- **Work item**: Give the number of lines in the material below that include "with", and write nothing else.

- **Data**:
● ● ● ● ● ● ●
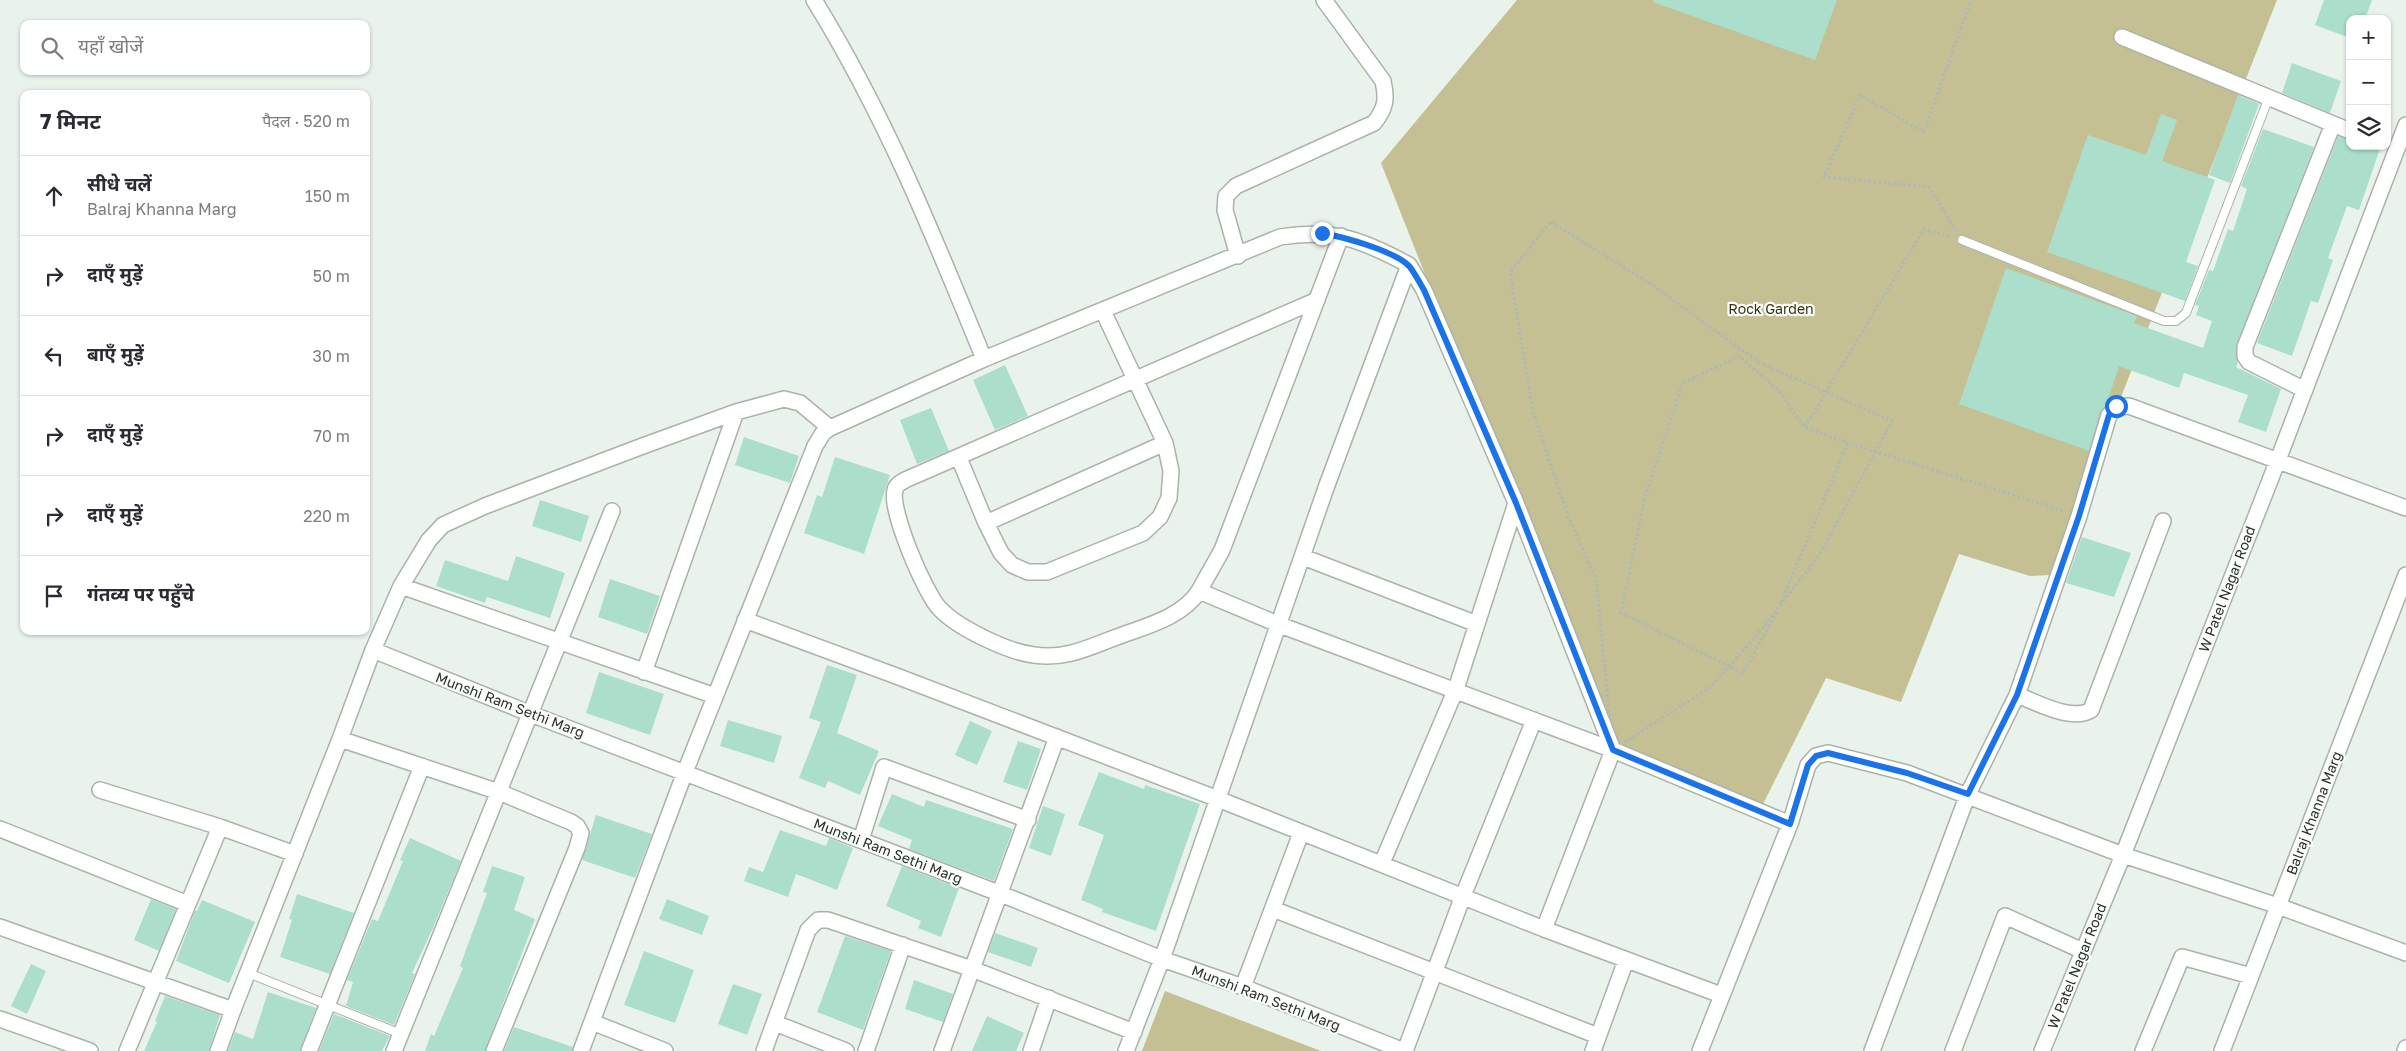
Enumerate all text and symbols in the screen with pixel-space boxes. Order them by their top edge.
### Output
● ● ● ● ● ● ●
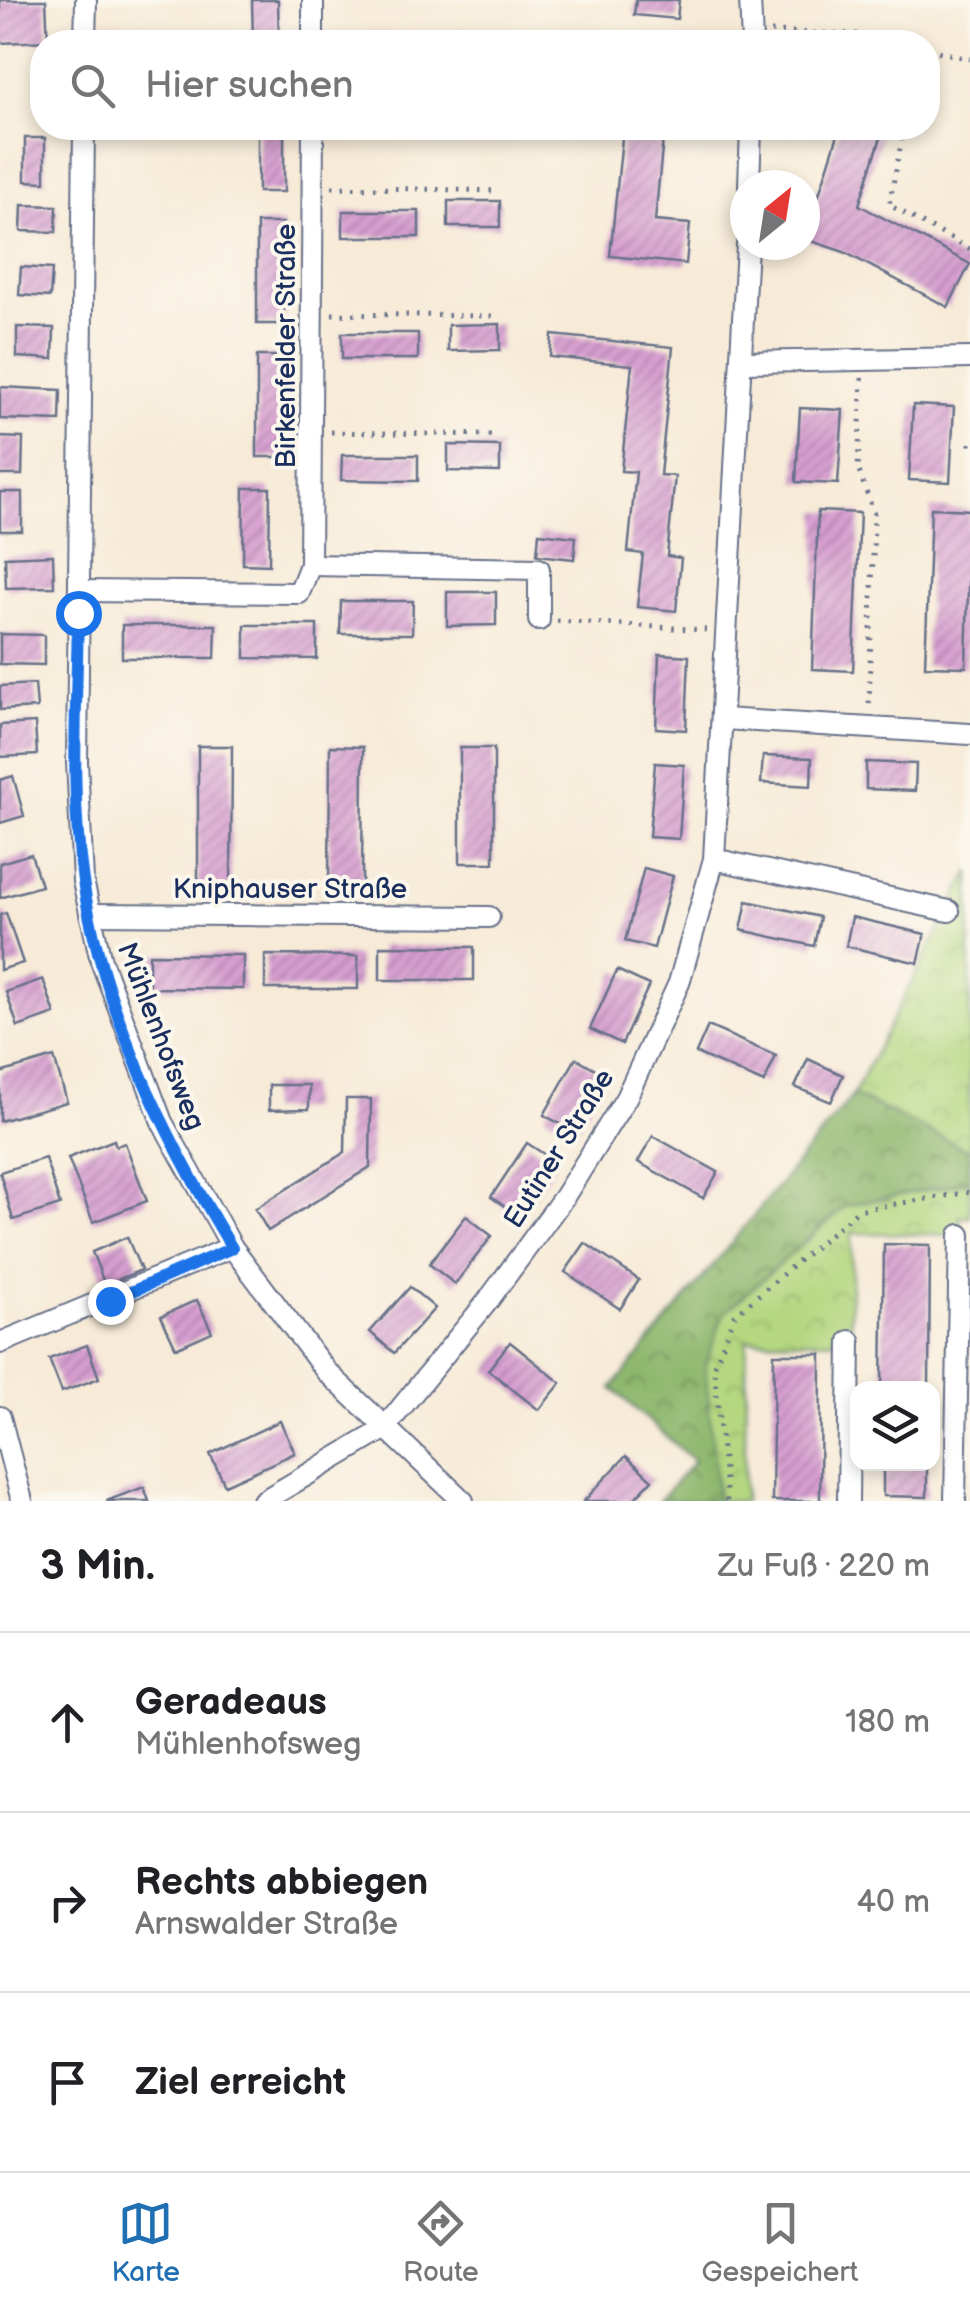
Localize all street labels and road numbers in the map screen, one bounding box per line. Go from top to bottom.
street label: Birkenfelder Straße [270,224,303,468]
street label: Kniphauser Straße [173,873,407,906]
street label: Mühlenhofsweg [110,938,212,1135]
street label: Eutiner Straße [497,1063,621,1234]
● ● ● ● ● ● ●
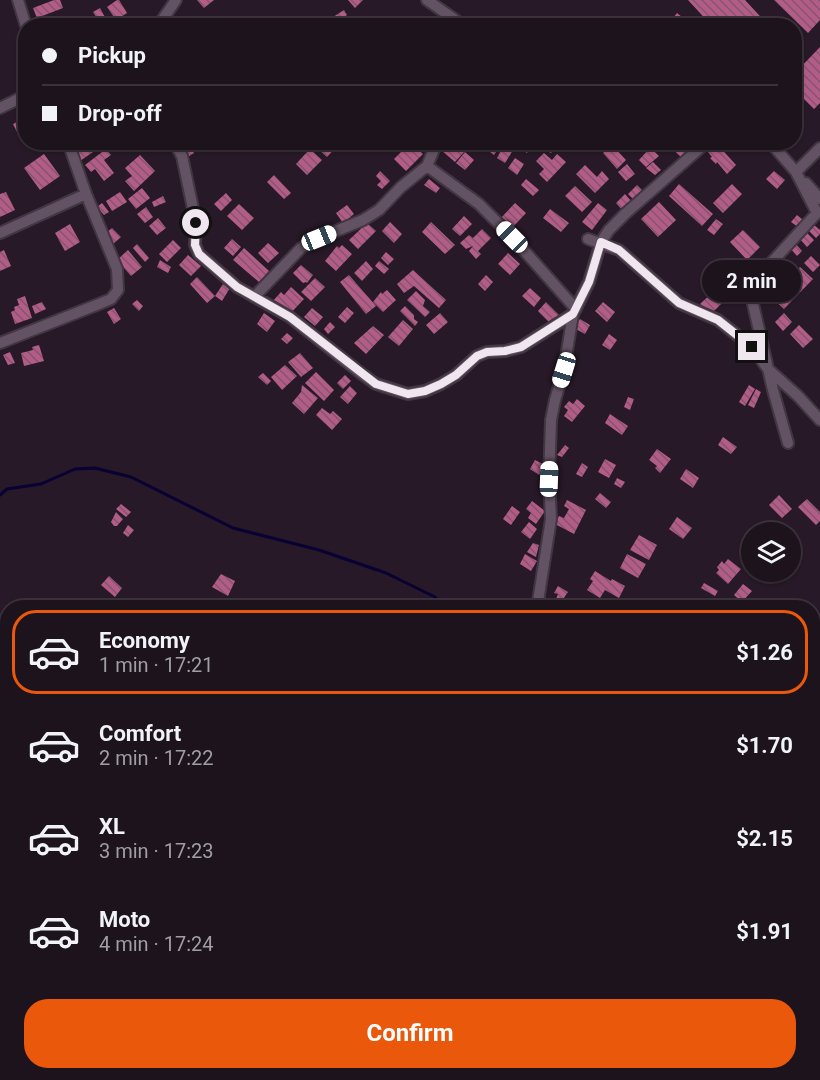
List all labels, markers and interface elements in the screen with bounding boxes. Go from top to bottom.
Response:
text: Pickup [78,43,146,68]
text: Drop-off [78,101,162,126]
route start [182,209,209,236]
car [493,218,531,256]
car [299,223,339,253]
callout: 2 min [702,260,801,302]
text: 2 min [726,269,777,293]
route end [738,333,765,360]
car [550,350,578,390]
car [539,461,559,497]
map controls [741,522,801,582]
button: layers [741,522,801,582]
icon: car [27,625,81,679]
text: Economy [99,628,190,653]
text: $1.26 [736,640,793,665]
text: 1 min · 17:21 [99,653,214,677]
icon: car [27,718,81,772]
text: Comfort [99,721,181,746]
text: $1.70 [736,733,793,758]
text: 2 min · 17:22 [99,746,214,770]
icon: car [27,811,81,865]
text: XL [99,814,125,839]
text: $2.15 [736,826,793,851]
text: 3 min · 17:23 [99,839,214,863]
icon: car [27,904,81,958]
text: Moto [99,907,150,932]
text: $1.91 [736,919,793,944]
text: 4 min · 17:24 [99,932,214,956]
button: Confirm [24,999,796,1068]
● ● ● ● ● ● ●
- **Task result**: 2